[Data records]
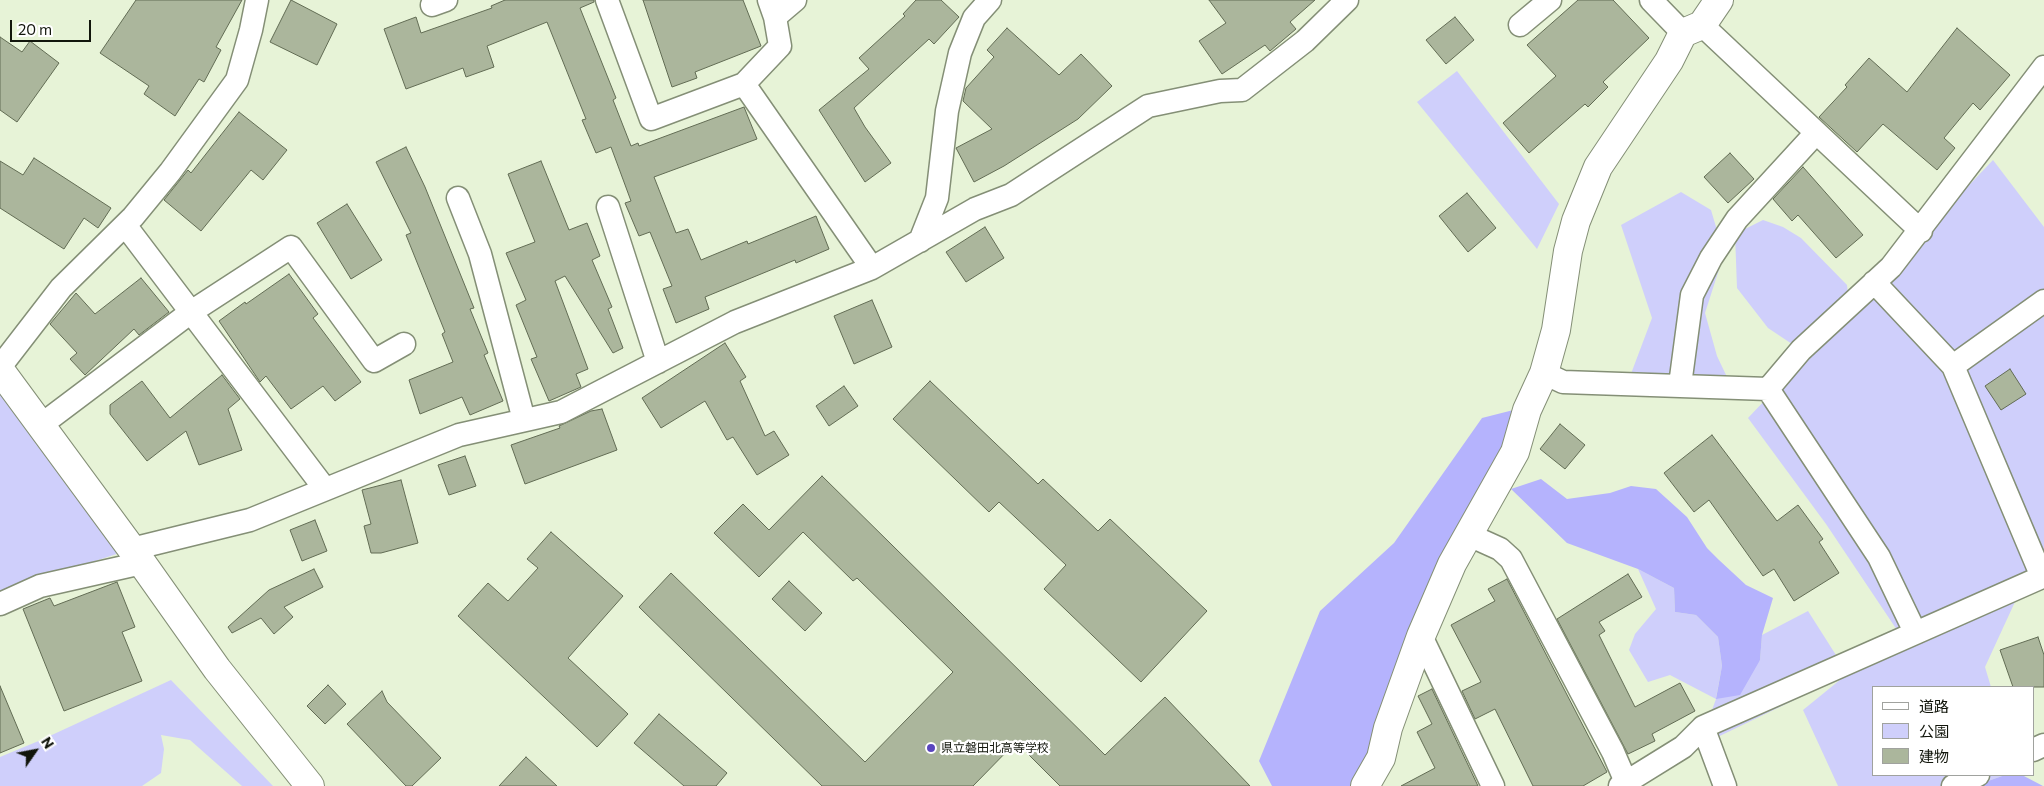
<!DOCTYPE html>
<meta charset="utf-8">
<style>
body{margin:0}
#map{position:relative;width:2044px;height:786px;overflow:hidden;background:#e7f3d7;font-family:Commissioner,"Noto Sans JP",sans-serif}
canvas{display:block}
.legend{position:absolute;left:1872px;top:686px;width:162px;height:90px;box-sizing:border-box;background:#fff;border:1px solid #a0a29e;margin:0;padding:6px 9px;list-style:none;font-size:15px;color:#12160c}
.legend li{display:flex;align-items:center;gap:10px;height:25px}
.legend b{width:25px;border:1px solid #a0a29e}
.north{position:absolute;left:10px;top:726px;width:50px;height:50px;-webkit-text-stroke:4px #fff;paint-order:stroke;rotate:57deg;font-size:14px;font-weight:700;line-height:20px;text-align:center;color:#12160c}
.north::after{content:'';display:block;margin:auto;width:18px;height:22px;background:#12160c;clip-path:polygon(50% 0,100% 100%,50% 72%,0 100%)}
.scale{position:absolute;left:10px;top:20px;width:81px;height:22px;box-sizing:border-box;border:2px solid #12160c;border-top:0;padding-left:6px;font-size:15px;line-height:18px;white-space:nowrap;color:#12160c;-webkit-text-stroke:4px #fff;paint-order:stroke}
</style>
<div id="map">
<canvas width="2044" height="786"></canvas>
<ul class="legend">
<li><b style="height:6px;background:#fff"></b>道路</li>
<li><b style="height:14px;background:#cfcffb"></b>公園</li>
<li><b style="height:14px;background:#abb69c"></b>建物</li>
</ul>
<div class="north">N</div>
<div class="scale">20 m</div>
</div>
<script>
const ctx = document.querySelector('canvas').getContext('2d');
ctx.lineJoin = 'round';
function fill(path, color) {
  ctx.fillStyle = color;
  ctx.fill(path, 'evenodd');
}
function poly(rows) {
  const path = new Path2D();
  for (const r of rows) {
    path.moveTo(r[0], r[1]);
    for (let i = 2; i < r.length; i += 2) path.lineTo(r[i], r[i + 1]);
  }
  return path;
}
function trace(path, color, width, dash) {
  ctx.strokeStyle = color;
  ctx.lineWidth = width;
  ctx.lineCap = dash ? 'butt' : 'round';
  ctx.setLineDash(dash || []);
  ctx.stroke(path);
}
function label(font, color, halo, rows, align = 'center') {
  ctx.font = font + ' Commissioner,"Noto Sans JP",sans-serif';
  ctx.lineWidth = 4.5;
  ctx.setLineDash([]);
  ctx.textBaseline = 'middle';
  ctx.strokeStyle = halo;
  ctx.fillStyle = color;
  for (const [text, x, y, turn = 0] of rows) {
    ctx.save();
    ctx.translate(x, y);
    ctx.rotate((+turn || 0) * Math.PI / 180);
    ctx.textAlign = isNaN(turn) ? turn : align;
    if (halo) ctx.strokeText(text, 0, 0);
    ctx.fillText(text, 0, 0);
    ctx.restore();
  }
}
fill(poly([
 [1457,71,1559,204,1537,249,1417,102],
 [1993,160,2044,227,2044,586,2020,591,1985,667,1991,687,1873,687,1873,775,2005,775,1974,786,1838,786,1803,710,1846,675,1699,746,1716,699,1670,675,1648,682,1629,650,1635,634,1656,609,1638,569,1674,588,1675,612,1696,615,1718,637,1722,666,1716,698,1760,660,1762,635,1808,611,1848,674,1899,633,1826,524,1748,418],
 [1681,192,1711,210,1724,254,1705,313,1717,356,1736,396,1674,398,1623,395,1652,318,1621,225],
 [1763,220,1783,227,1801,238,1847,285,1849,304,1801,350,1768,328,1737,288,1735,234],
 [0,384,132,549,92,562,23,594,0,595],
 [171,680,273,786,242,786,190,740,161,735,164,749,161,773,142,786,0,786,0,757,41,740]
]), '#cfcffb');
fill(poly([
 [1537,404,1361,786,1272,786,1259,761,1320,611,1394,543,1482,418],
 [1541,479,1567,499,1610,493,1631,486,1656,489,1687,517,1707,548,1719,560,1746,585,1773,598,1762,635,1760,660,1740,695,1716,699,1722,666,1718,637,1696,615,1675,612,1674,588,1638,569,1567,543,1511,489],
 [2005,775,2022,775,2043,786,1974,786]
]), '#b5b3fd');
const building = poly([
 [136,0,242,0,216,47,221,50,204,82,199,79,175,116,144,94,149,86,100,53,136,0],
 [291,0,337,24,317,65,270,42,291,0],
 [505,0,594,0,594,2,580,8,616,98,613,100,631,146,638,143,639,146,744,107,757,139,654,177,676,233,688,229,701,260,747,241,748,244,816,216,829,249,796,263,795,260,705,297,709,309,676,323,663,289,672,286,650,232,639,236,625,203,631,201,611,147,596,153,582,120,586,119,547,22,487,46,494,67,466,77,463,68,406,89,384,29,416,17,421,33,492,8,491,6,505,0],
 [643,0,743,0,761,46,695,72,697,78,672,87,643,0],
 [916,0,941,0,959,17,934,44,929,39,854,108,865,127,891,163,865,182,819,110,869,69,859,58,905,16,903,14,916,0],
 [1209,0,1315,0,1290,22,1296,29,1270,51,1265,45,1222,74,1199,41,1226,23,1209,0],
 [1578,0,1613,0,1649,38,1603,82,1608,87,1588,107,1585,104,1529,153,1503,123,1556,76,1527,45,1578,0],
 [1455,17,1474,40,1446,64,1426,40,1455,17],
 [1007,28,1059,75,1081,54,1112,86,1078,119,1004,166,974,182,956,148,992,129,963,101,966,88,994,57,987,50,1007,28],
 [1957,28,2010,75,1980,110,1973,103,1944,138,1955,148,1937,170,1883,124,1857,152,1819,117,1847,87,1845,85,1869,58,1907,92,1957,28],
 [0,37,22,52,30,41,59,63,17,122,0,110,0,37],
 [239,112,287,150,263,180,251,170,201,231,164,200,188,170,191,173,239,112],
 [406,147,425,187,474,308,470,309,488,353,484,355,503,401,470,415,462,397,420,414,409,380,453,362,442,334,445,332,406,235,411,233,376,162,406,147],
 [1730,153,1754,179,1728,203,1704,177,1730,153],
 [34,158,111,208,98,228,84,218,64,249,0,208,0,161,23,175,34,158],
 [541,161,569,230,587,223,600,256,592,260,612,307,608,309,623,348,613,353,565,276,555,281,588,369,576,374,581,387,549,401,531,359,537,357,516,305,526,300,506,253,535,242,508,174,541,161],
 [1803,167,1863,235,1836,258,1798,215,1792,221,1773,199,1803,167],
 [1467,193,1496,228,1468,252,1439,216,1467,193],
 [347,204,382,260,351,279,317,223,347,204],
 [985,227,1004,258,966,282,946,252,985,227],
 [289,274,318,314,313,318,361,382,335,401,323,386,291,409,266,376,260,382,219,321,245,302,246,304,289,274],
 [141,278,169,312,139,335,134,329,85,375,70,359,77,353,50,324,76,293,95,314,141,278],
 [872,300,892,347,854,364,834,316,872,300],
 [725,343,746,377,740,381,765,436,774,431,789,455,757,475,733,437,727,440,705,401,661,428,642,398,725,343],
 [2010,369,2026,394,2001,410,1985,386,2010,369],
 [222,375,240,399,228,409,242,450,199,465,186,431,147,461,110,414,110,405,142,381,170,418,222,375],
 [930,381,1038,484,1043,479,1098,531,1110,519,1207,611,1141,682,1044,589,1066,565,999,502,989,512,893,419,930,381],
 [844,386,858,406,829,426,816,406,844,386],
 [602,409,617,450,525,484,511,445,560,428,559,426,591,411,602,409],
 [1560,424,1585,445,1565,469,1540,449,1560,424],
 [1712,435,1777,521,1798,505,1823,539,1819,542,1839,573,1794,601,1774,569,1763,576,1709,500,1694,512,1664,473,1712,435],
 [465,456,476,486,449,495,438,465,465,456],
 [822,476,1105,755,1165,697,1250,786,1060,786,1016,742,973,786,822,786,639,607,671,573,865,762,953,672,857,578,853,581,803,532,759,577,714,533,743,504,769,530,822,476],
 [401,480,418,543,381,553,371,553,364,526,371,524,362,490,401,480],
 [315,520,327,551,302,561,290,530,315,520],
 [551,532,623,596,568,658,628,714,597,747,458,616,488,583,508,601,538,568,527,559,551,532],
 [314,569,323,587,284,607,293,617,274,634,261,618,232,633,228,627,269,590,314,569],
 [1628,574,1642,597,1599,622,1605,631,1599,635,1635,707,1680,683,1695,711,1652,734,1655,741,1628,754,1557,619,1628,574],
 [1507,579,1607,772,1583,786,1533,786,1495,709,1475,719,1462,691,1481,682,1451,625,1495,601,1488,589,1507,579],
 [789,581,822,613,805,631,772,599,789,581],
 [117,582,135,627,122,632,142,681,64,711,23,609,50,598,54,606,117,582],
 [2038,637,2044,655,2044,687,2013,687,2000,650,2038,637],
 [328,685,346,704,325,724,307,706,328,685],
 [0,686,24,743,0,753,0,686],
 [1432,689,1478,786,1401,786,1435,768,1417,732,1432,724,1418,696,1432,689],
 [382,691,387,702,441,758,412,786,406,786,347,724,382,691],
 [659,714,727,773,716,786,684,786,634,743,659,714],
 [526,757,557,786,499,786,526,757]
]);
fill(building, '#abb69c');
trace(building, '#626c54', 1);
const minor = poly([
 [607,0,651,119,744,84,780,46,775,17,769,0],
 [1651,0,1683,33],
 [432,5,446,0],
 [775,17,795,0],
 [1520,25,1550,0],
 [1702,25,1921,231],
 [744,84,872,268],
 [458,198,480,254,524,420],
 [608,207,658,362],
 [125,225,325,489],
 [920,241,937,198,947,111,960,53,974,18,990,0],
 [1953,366,2044,301],
 [0,367,61,288,133,217,170,172,237,80,251,30,257,0],
 [1544,373,1563,382,1768,389,1801,350,1891,267,2044,67],
 [1680,385,1692,295,1711,258,1737,219,1815,134],
 [1768,389,1879,557,1915,632],
 [41,425,191,312,291,247,374,361,404,344],
 [1469,535,1500,549,1511,559,1613,752,1626,782],
 [132,549,250,520,459,435,561,412,735,322,872,268,975,209,1011,195,1148,106,1220,91,1242,90,1305,41,1347,0],
 [0,604,40,586,142,563],
 [1421,636,1493,786],
 [1703,727,1725,786],
 [2033,750,2044,745],
 [1620,786,1683,747,1703,727,2042,577,1953,366,1874,282],
 [1953,786,1978,775]
]);
const tertiary = poly([
 [0,370,142,563,217,669,310,786],
 [1365,786,1381,758,1388,728,1421,636,1452,564,1515,452,1527,410,1544,373,1556,330,1568,251,1576,221,1598,167,1669,61,1683,33,1702,25,1719,0]
]);
trace(minor, '#848f76', 25);
trace(tertiary, '#848f76', 30);
trace(minor, '#fff', 22);
trace(tertiary, '#fff', 28);
for (const [x, y, r, color] of [
 [931,748,5,"#5a46be"]
]) {
  const dot = new Path2D();
  dot.arc(x, y, r, 0, 2 * Math.PI);
  ctx.fillStyle = color;
  ctx.fill(dot);
  trace(dot, '#fff', 2);
}
label('12px', '#12160c', '#fff', [
 ["県立磐田北高等学校",941,748]
], 'left');
</script>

[Problem requirements] Everything from the line with "trace(minor, '#fff', 22);" to the end of the listing above is to be set down exactly, both ends included.

[Response to the task]
trace(minor, '#fff', 22);
trace(tertiary, '#fff', 28);
for (const [x, y, r, color] of [
 [931,748,5,"#5a46be"]
]) {
  const dot = new Path2D();
  dot.arc(x, y, r, 0, 2 * Math.PI);
  ctx.fillStyle = color;
  ctx.fill(dot);
  trace(dot, '#fff', 2);
}
label('12px', '#12160c', '#fff', [
 ["県立磐田北高等学校",941,748]
], 'left');
</script>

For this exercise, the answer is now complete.